● What the exercise asks: Reproduce the full listing as it stands. Images do not belong in the copy.

- Opening Delimiter -

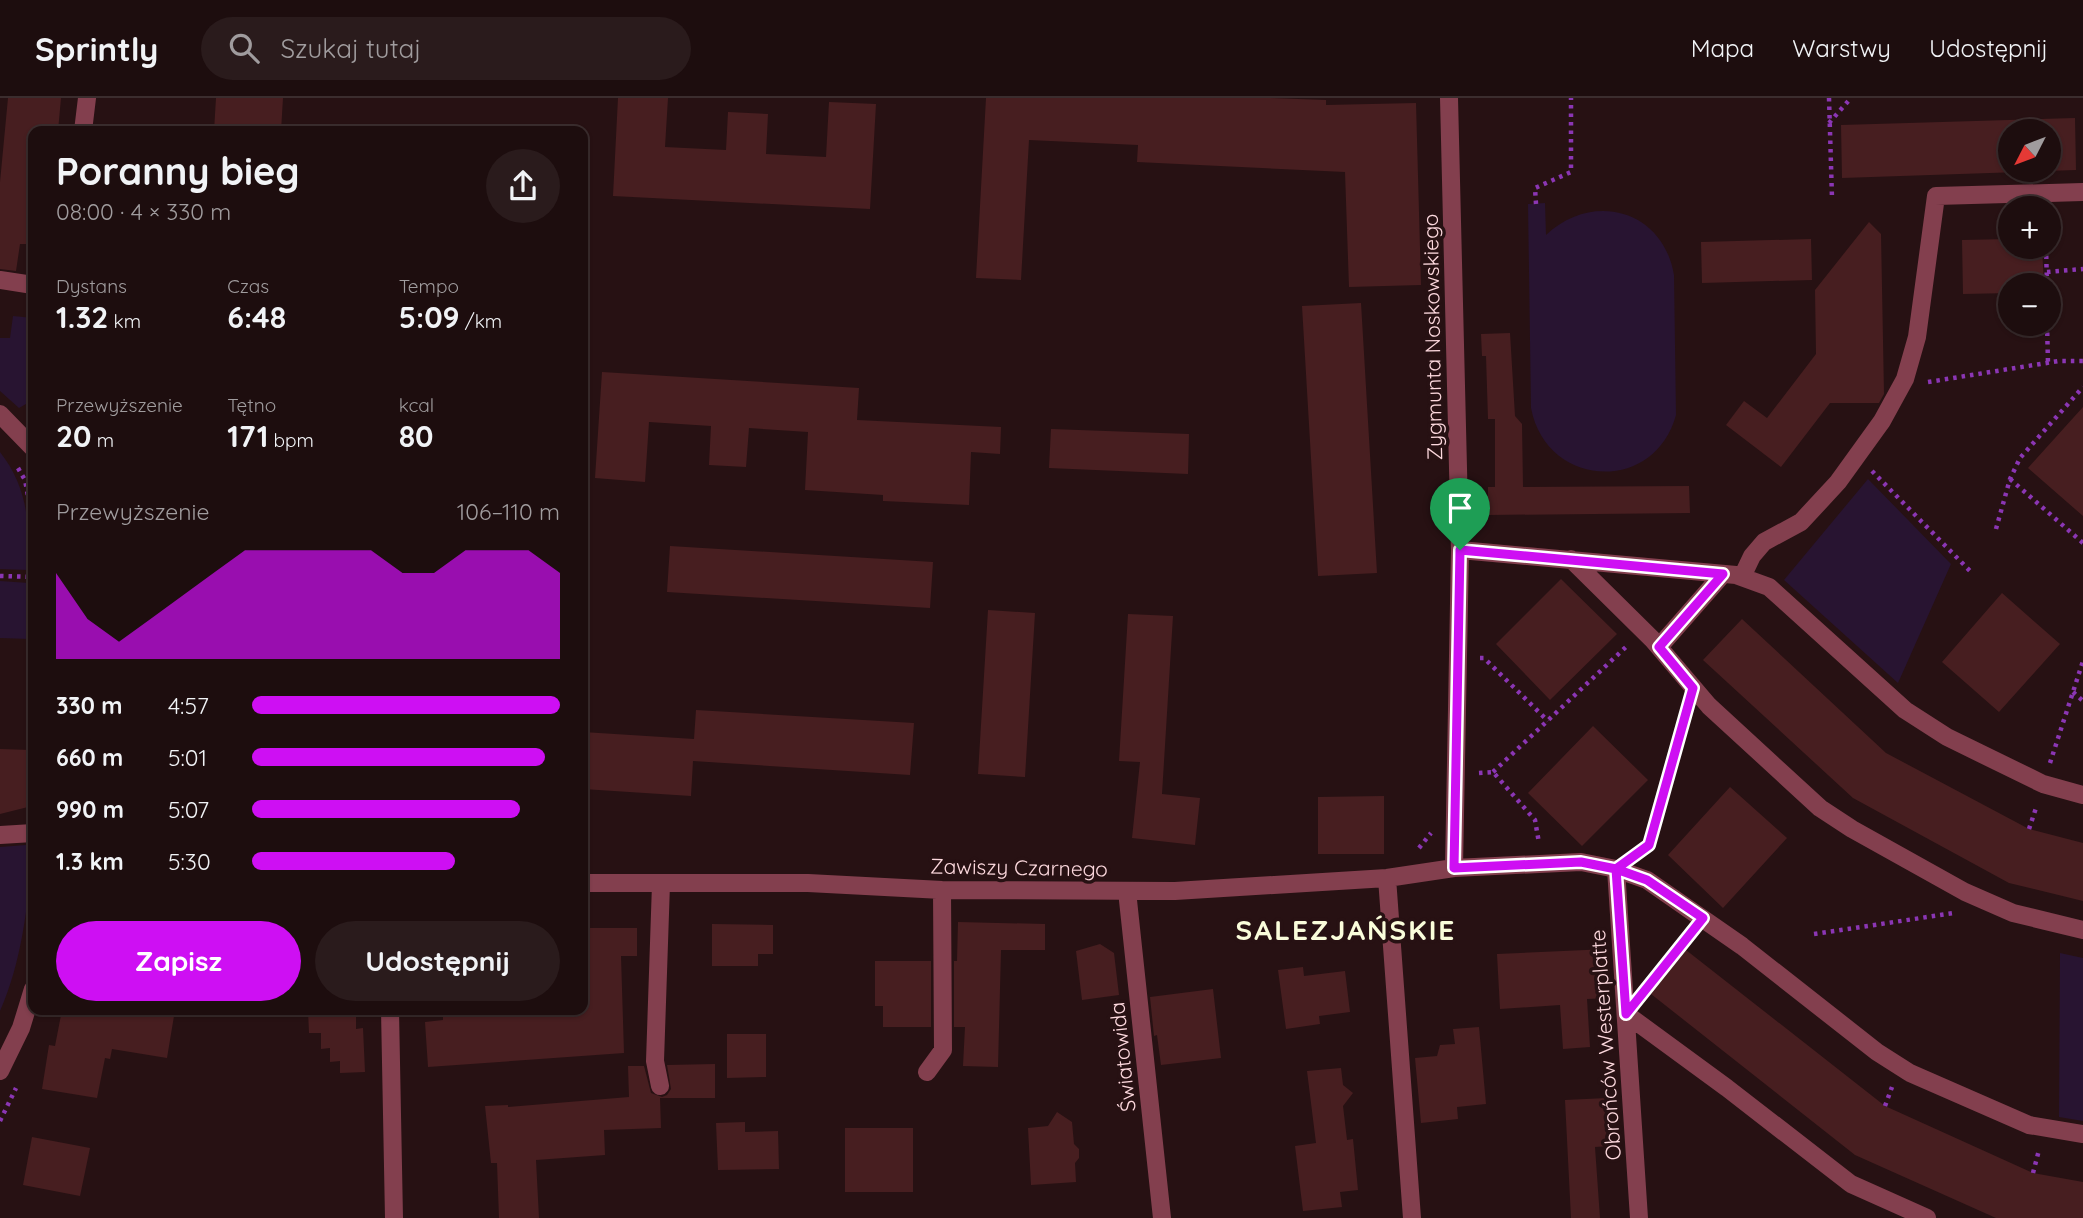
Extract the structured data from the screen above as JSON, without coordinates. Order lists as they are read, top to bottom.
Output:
{
  "streets": {
    "street": [
      "Zygmunta Noskowskiego",
      "Zawiszy Czarnego",
      "Obrońców Westerplatte",
      "Światowida"
    ]
  },
  "crossings": [
    ["Zygmunta Noskowskiego", "Zawiszy Czarnego"],
    ["Zawiszy Czarnego", "Obrońców Westerplatte"],
    ["Zawiszy Czarnego", "Światowida"]
  ],
  "districts": ["SALEZJAŃSKIE"],
  "north": "bottom left",
  "page": {
    "header": "Sprintly",
    "search": "Szukaj tutaj",
    "nav": ["Mapa", "Warstwy", "Udostępnij"],
    "map_buttons": ["+", "−"],
    "heading": ["Poranny bieg", "08:00 · 4 × 330 m"],
    "stats": [
      ["Dystans", "1.32 km"],
      ["Czas", "6:48"],
      ["Tempo", "5:09 /km"],
      ["Przewyższenie", "20 m"],
      ["Tętno", "171 bpm"],
      ["kcal", "80"]
    ],
    "chart": ["Przewyższenie", "106–110 m"],
    "list": [
      {
        "name": "330 m",
        "note": "4:57"
      },
      {
        "name": "660 m",
        "note": "5:01"
      },
      {
        "name": "990 m",
        "note": "5:07"
      },
      {
        "name": "1.3 km",
        "note": "5:30"
      }
    ],
    "buttons": ["Zapisz", "Udostępnij"]
  }
}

- Closing Delimiter -

● Exercise solution:
Extract the structured data from the screen above as JSON, without coordinates. Order lists as they are read, top to bottom.
Output:
{
  "streets": {
    "street": [
      "Zygmunta Noskowskiego",
      "Zawiszy Czarnego",
      "Obrońców Westerplatte",
      "Światowida"
    ]
  },
  "crossings": [
    ["Zygmunta Noskowskiego", "Zawiszy Czarnego"],
    ["Zawiszy Czarnego", "Obrońców Westerplatte"],
    ["Zawiszy Czarnego", "Światowida"]
  ],
  "districts": ["SALEZJAŃSKIE"],
  "north": "bottom left",
  "page": {
    "header": "Sprintly",
    "search": "Szukaj tutaj",
    "nav": ["Mapa", "Warstwy", "Udostępnij"],
    "map_buttons": ["+", "−"],
    "heading": ["Poranny bieg", "08:00 · 4 × 330 m"],
    "stats": [
      ["Dystans", "1.32 km"],
      ["Czas", "6:48"],
      ["Tempo", "5:09 /km"],
      ["Przewyższenie", "20 m"],
      ["Tętno", "171 bpm"],
      ["kcal", "80"]
    ],
    "chart": ["Przewyższenie", "106–110 m"],
    "list": [
      {
        "name": "330 m",
        "note": "4:57"
      },
      {
        "name": "660 m",
        "note": "5:01"
      },
      {
        "name": "990 m",
        "note": "5:07"
      },
      {
        "name": "1.3 km",
        "note": "5:30"
      }
    ],
    "buttons": ["Zapisz", "Udostępnij"]
  }
}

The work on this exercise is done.